I am using emmeans() in R to estimate marginal means after fitting a linear model with a single knot. I know we can be explicit about at what values the predictor should be set to using at = list(x = c())
. I need to create my model by defining a new variable for the knot, which makes creating this at =
more complicated.
Reproducible Example:
#
library(dplyr)
library(emmeans)
set.seed(080723)
# Simulate data
n <- 1000
df <- data.frame(x = runif(n, 0, 30))
df <- df%>%
rowwise()%>%
mutate(y = case_when(
x <= 15 ~ (2*x) + rnorm(1, 0, 5),
x > 15 ~ (2*x) + (5*(x-15)) + rnorm(1, 0, 5)
))%>%
ungroup()
# Plot the simulated data
plot(df$x, df$y, pch = 16, col = "blue", xlab = "x", ylab = "y")
# Manually add a covariate to act as a spline in regression
df <- df%>%mutate(xk_15 = case_when(
x <= 15 ~ 0,
x > 15 ~ x-15
))
# LM using that covariate
m1 <- lm(y ~ x + xk_15, data = df)
summary(m1)
Coefficients:
Estimate Std. Error t value Pr(>|t|)
(Intercept) -0.53337 0.39976 -1.334 0.182
x 2.01647 0.03994 50.493 <2e-16 ***
xk_15 4.99538 0.07298 68.452 <2e-16 ***
Now, suppose I would like the estimated marginal mean for y when x = 5, 10, 15, and 20. However, given my model formulation I also need to specify xk_15. To match the desired values of x, the values for xk_15 should be 0, 0, 0, 5, respectively.

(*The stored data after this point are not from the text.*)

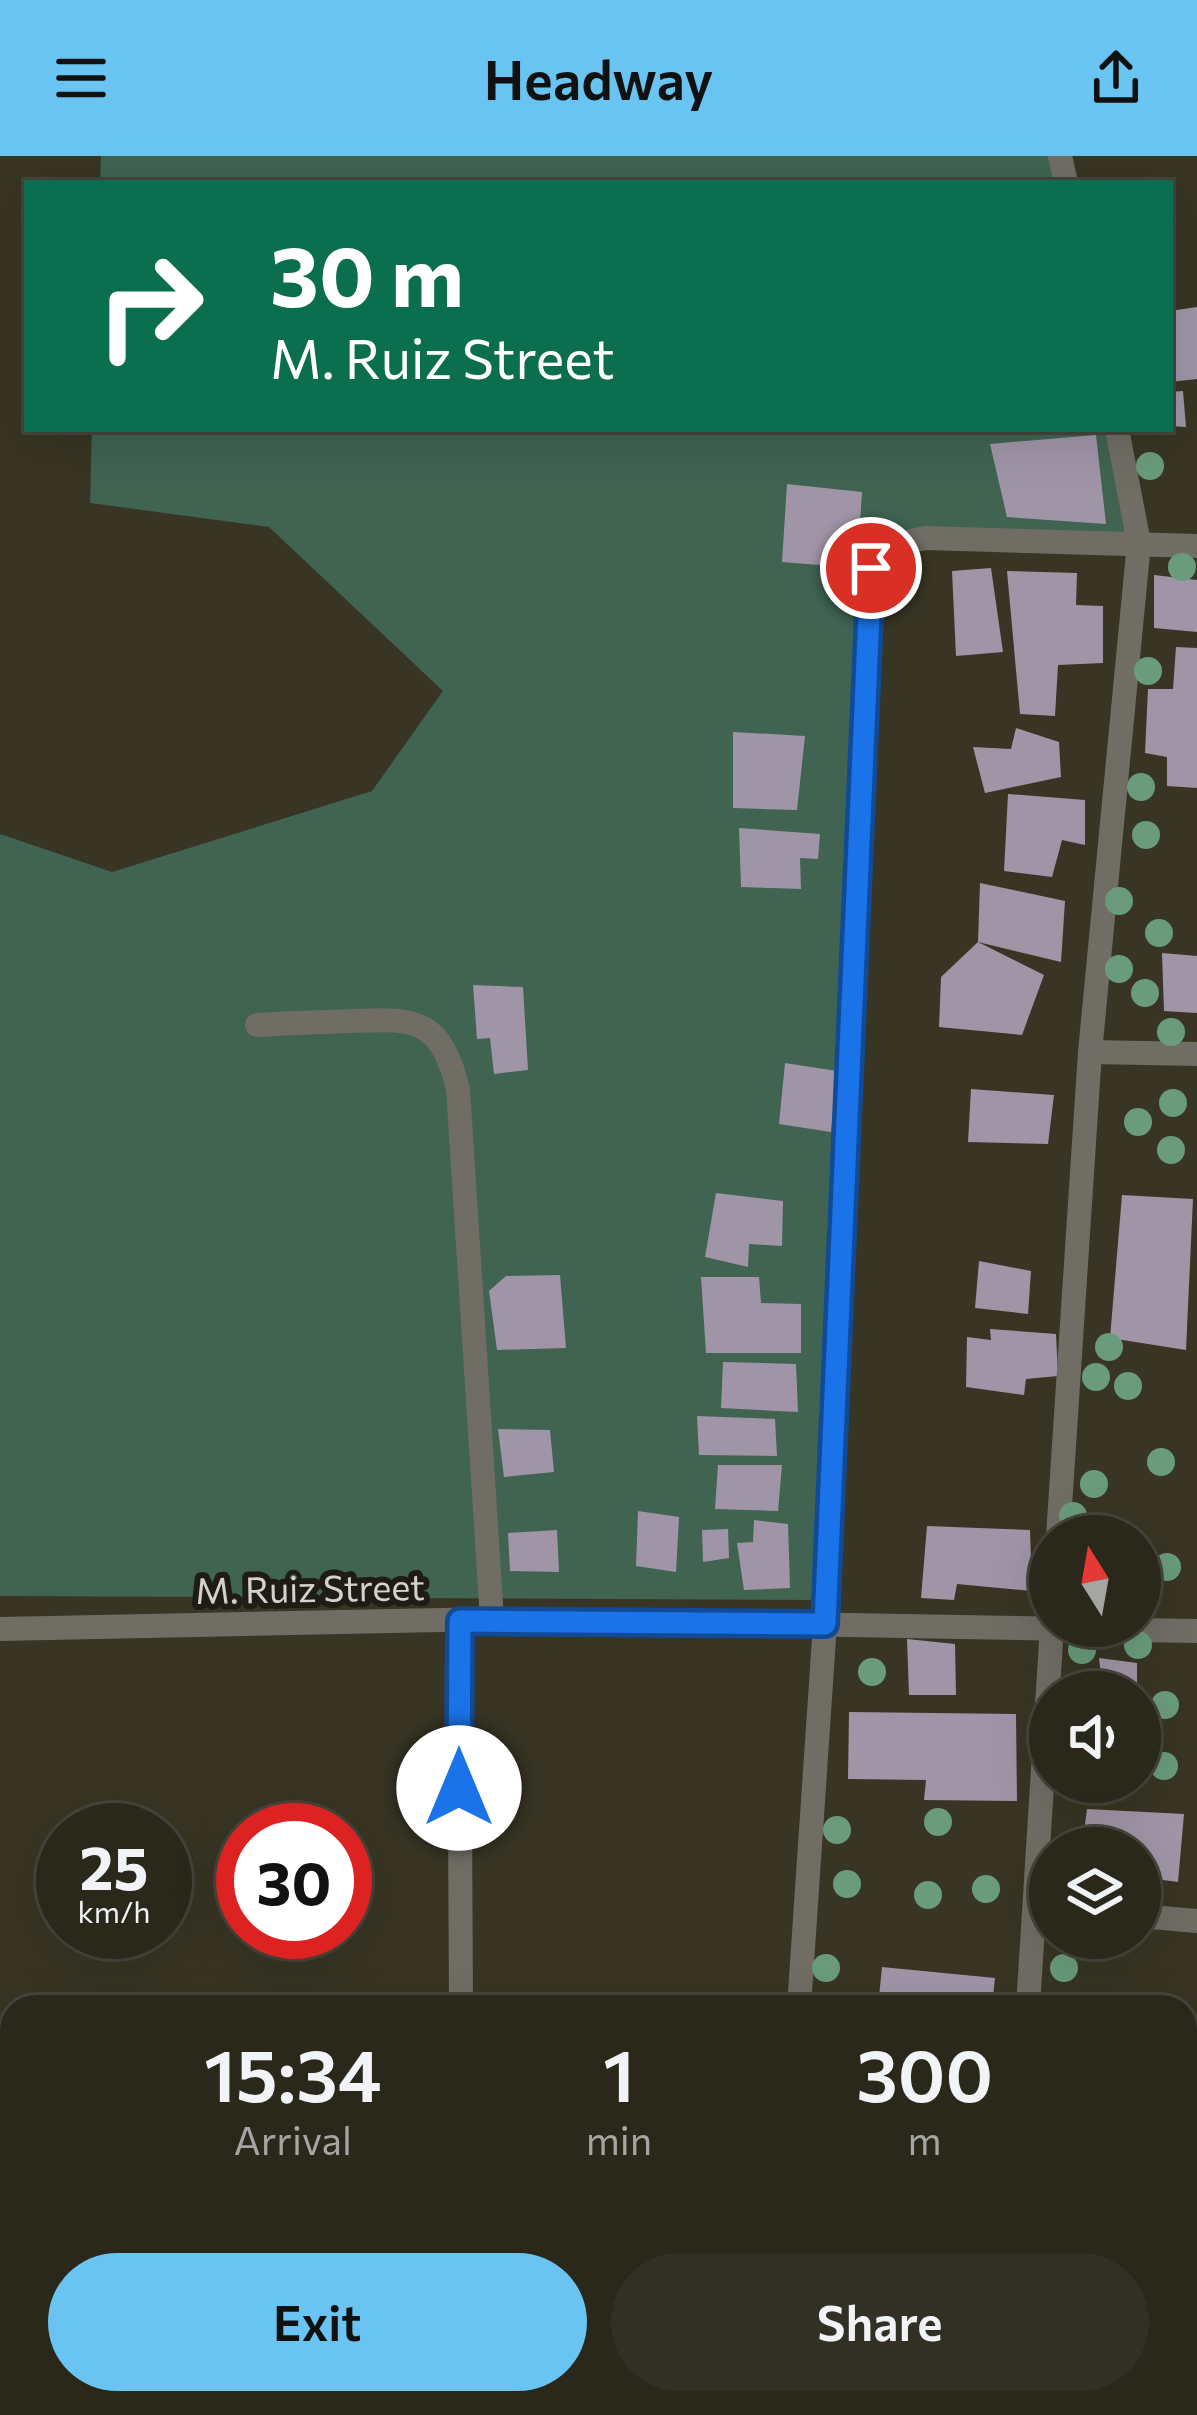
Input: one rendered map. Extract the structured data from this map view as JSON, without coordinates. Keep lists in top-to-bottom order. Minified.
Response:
{"streets":{"street":["M. Ruiz Street"]},"north":"top","page":{"header":"Headway","turn":["30 m","M. Ruiz Street"],"speed":"25 km/h","limit":"30","eta":["15:34","Arrival","1","min","300","m"],"buttons":["Exit","Share"]}}
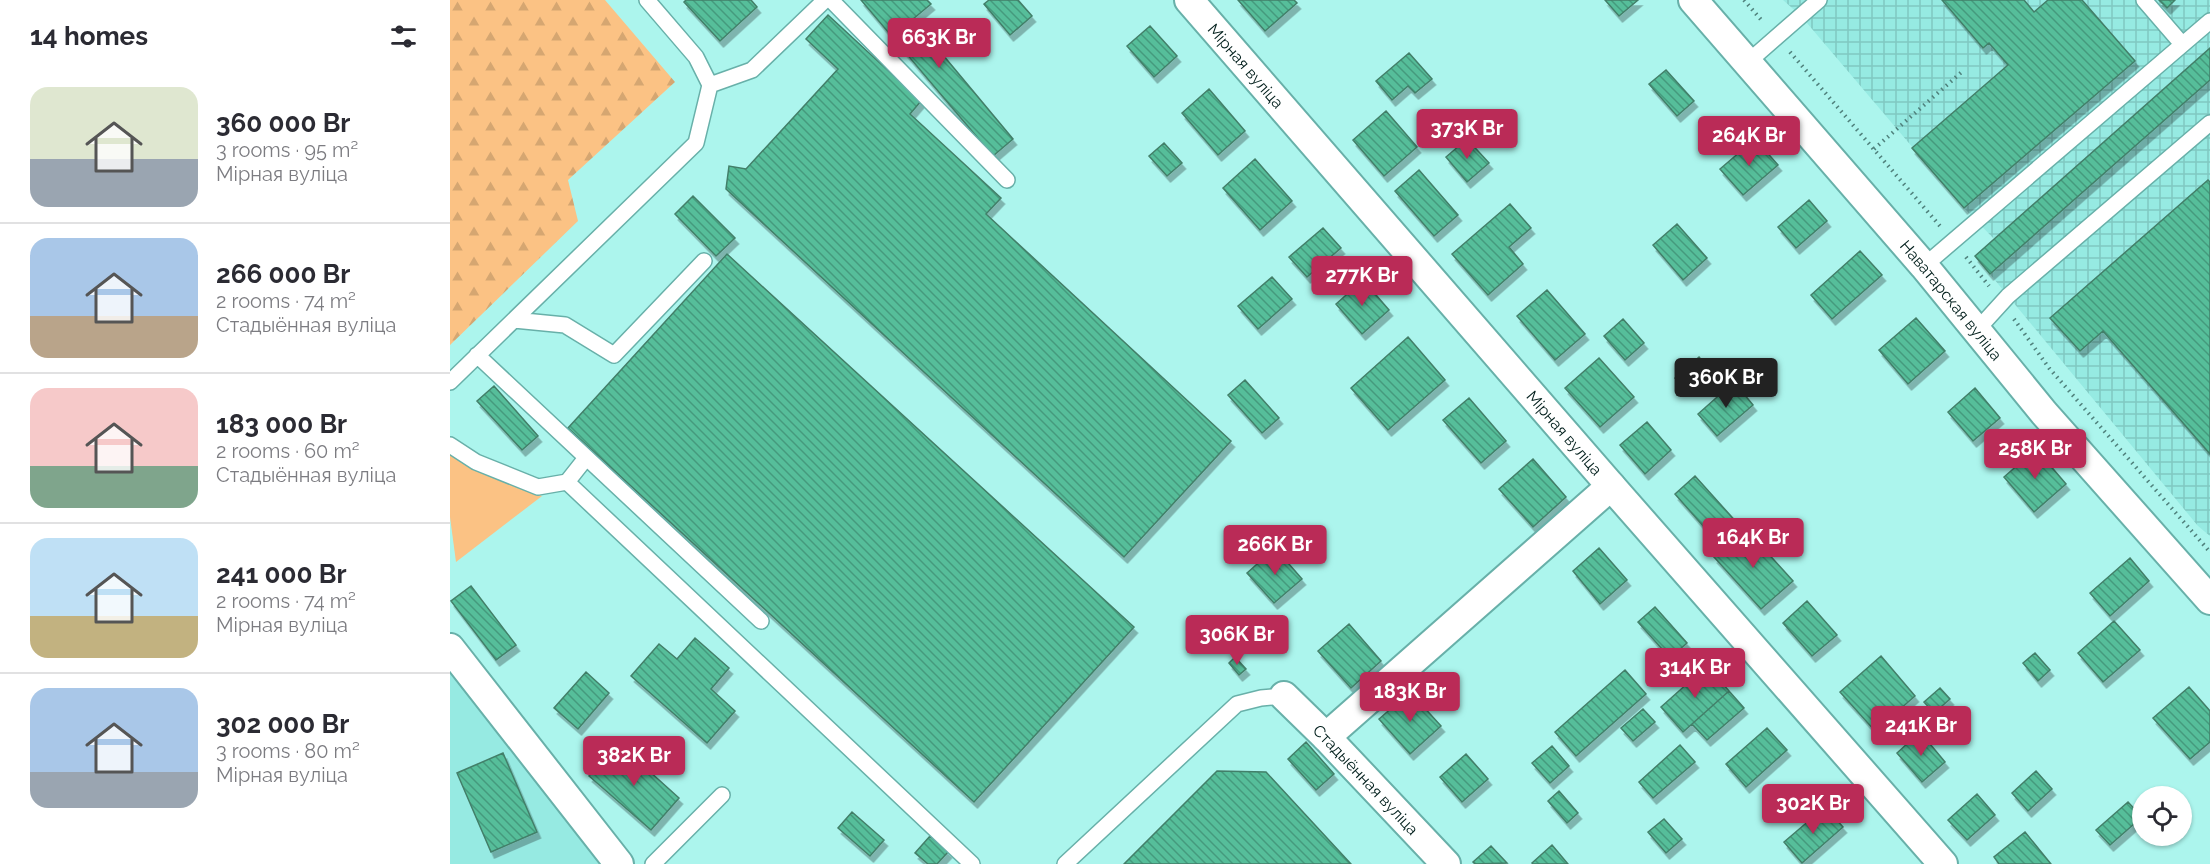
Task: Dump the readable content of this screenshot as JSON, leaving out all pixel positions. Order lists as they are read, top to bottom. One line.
{"streets":{"street":["Мірная вуліца","Наватарская вуліца","Стадыённая вуліца"]},"page":{"heading":"14 homes","price":["663K Br","373K Br","264K Br","277K Br","360K Br","258K Br","164K Br","266K Br","306K Br","314K Br","183K Br","241K Br","382K Br","302K Br"],"list":[{"name":"360 000 Br","note":"3 rooms · 95 m² · Мірная вуліца"},{"name":"266 000 Br","note":"2 rooms · 74 m² · Стадыённая вуліца"},{"name":"183 000 Br","note":"2 rooms · 60 m² · Стадыённая вуліца"},{"name":"241 000 Br","note":"2 rooms · 74 m² · Мірная вуліца"},{"name":"302 000 Br","note":"3 rooms · 80 m² · Мірная вуліца"}]}}
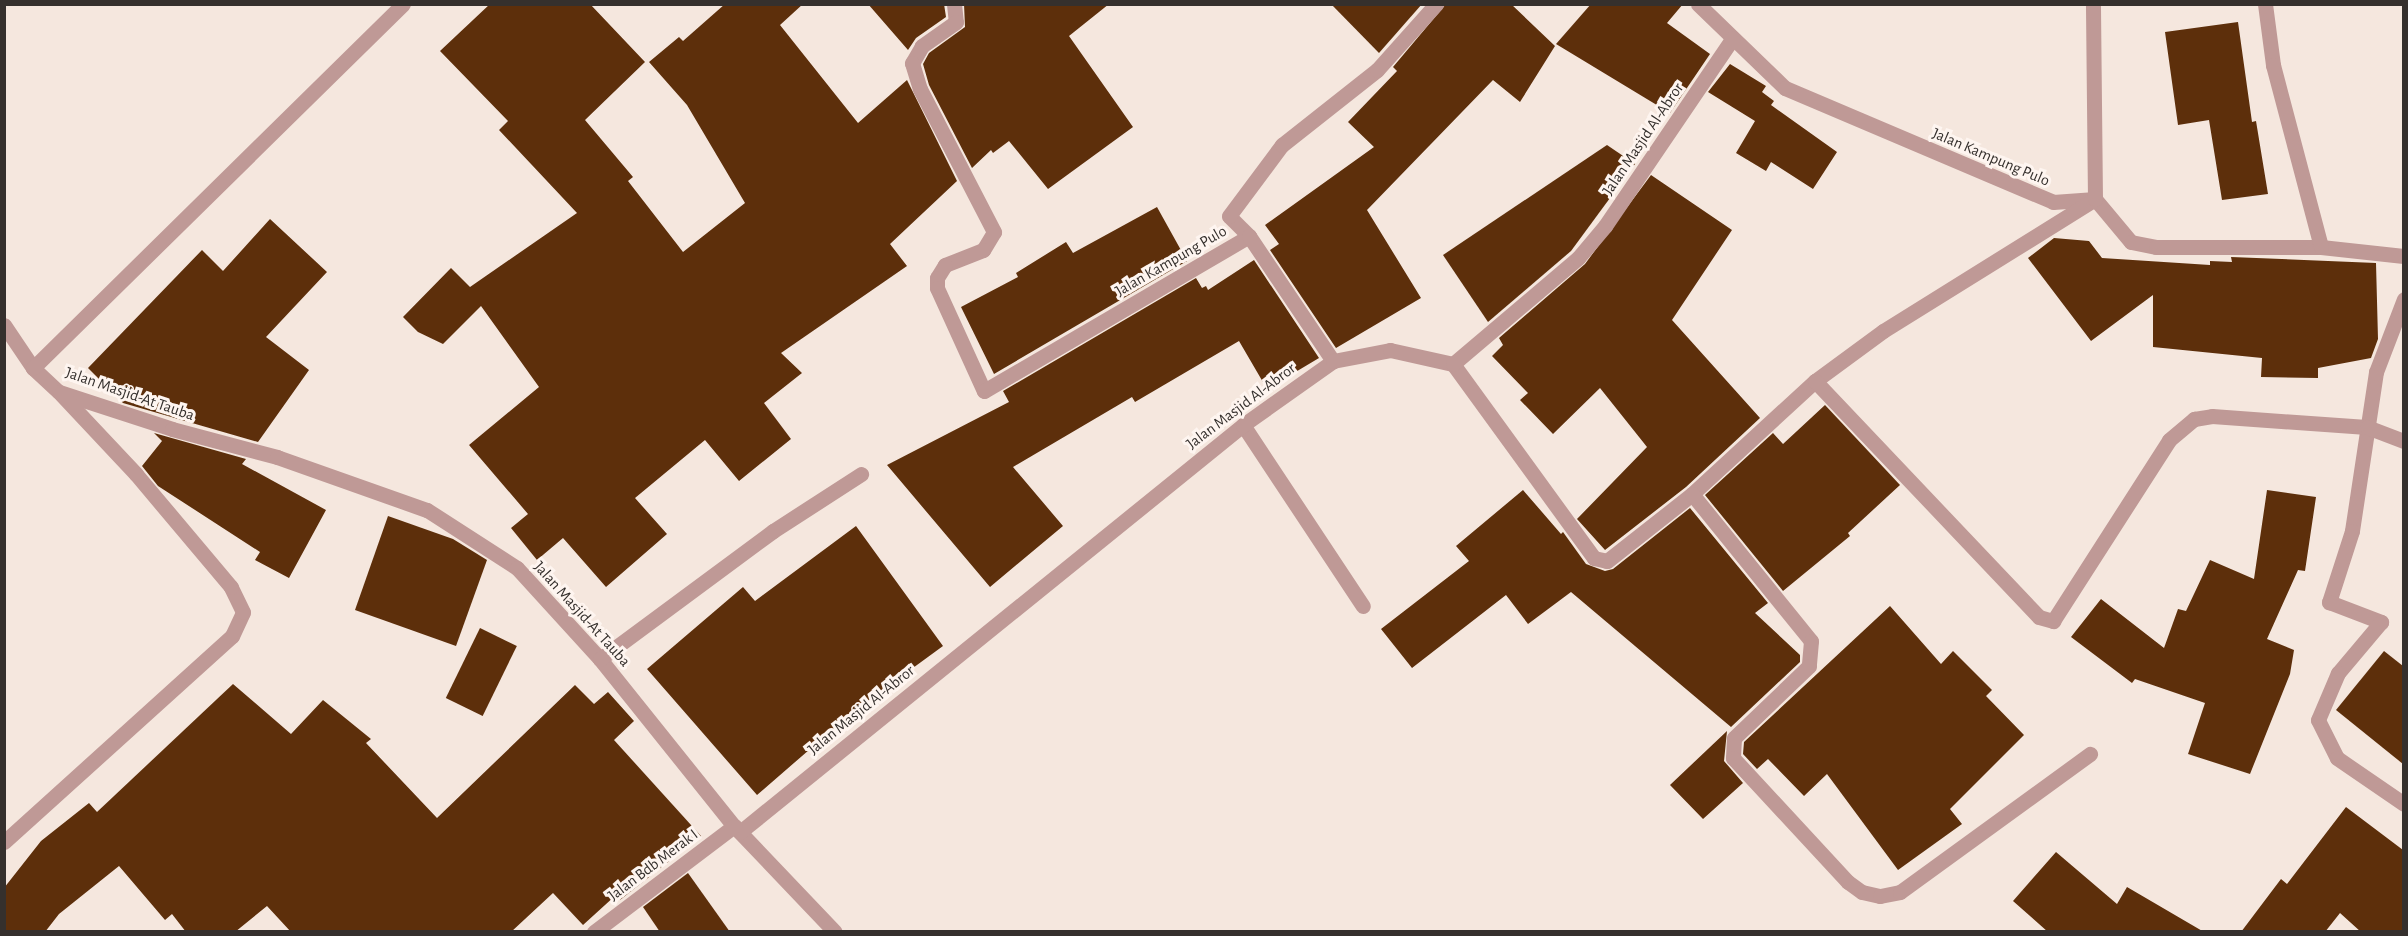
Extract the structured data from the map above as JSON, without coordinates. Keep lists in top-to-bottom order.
{
  "streets": {
    "street": [
      "Jalan Masjid Al-Abror",
      "Jalan Kampung Pulo",
      "Jalan Masjid-At Tauba",
      "Jalan Bdb Merak I"
    ]
  },
  "crossings": [
    ["Jalan Masjid Al-Abror", "Jalan Kampung Pulo"],
    ["Jalan Masjid Al-Abror", "Jalan Masjid-At Tauba"],
    ["Jalan Masjid Al-Abror", "Jalan Bdb Merak I"],
    ["Jalan Masjid-At Tauba", "Jalan Bdb Merak I"]
  ]
}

I can accomplish this by running emmeans() twice.
First,
emmeans(m1, "x", at = list(x=c(5,10,15), xk_15=c(0)))
x emmean SE df lower.CL upper.CL
5 9.55 0.248 997 9.06 10.0
10 19.63 0.206 997 19.23 20.0
15 29.71 0.322 997 29.08 30.3
and then,
emmeans(m1, "x", at = list(x=c(20), xk_15=c(5)))
x emmean SE df lower.CL upper.CL
20 64.8 0.203 997 64.4 65.2
My question is: Is there a way to accomplish this in a single call?
Conceptually, something like emmeans(m1, "x" , at = list(x=c(5,10,15,20),xk_15=c(0,0,0,5)))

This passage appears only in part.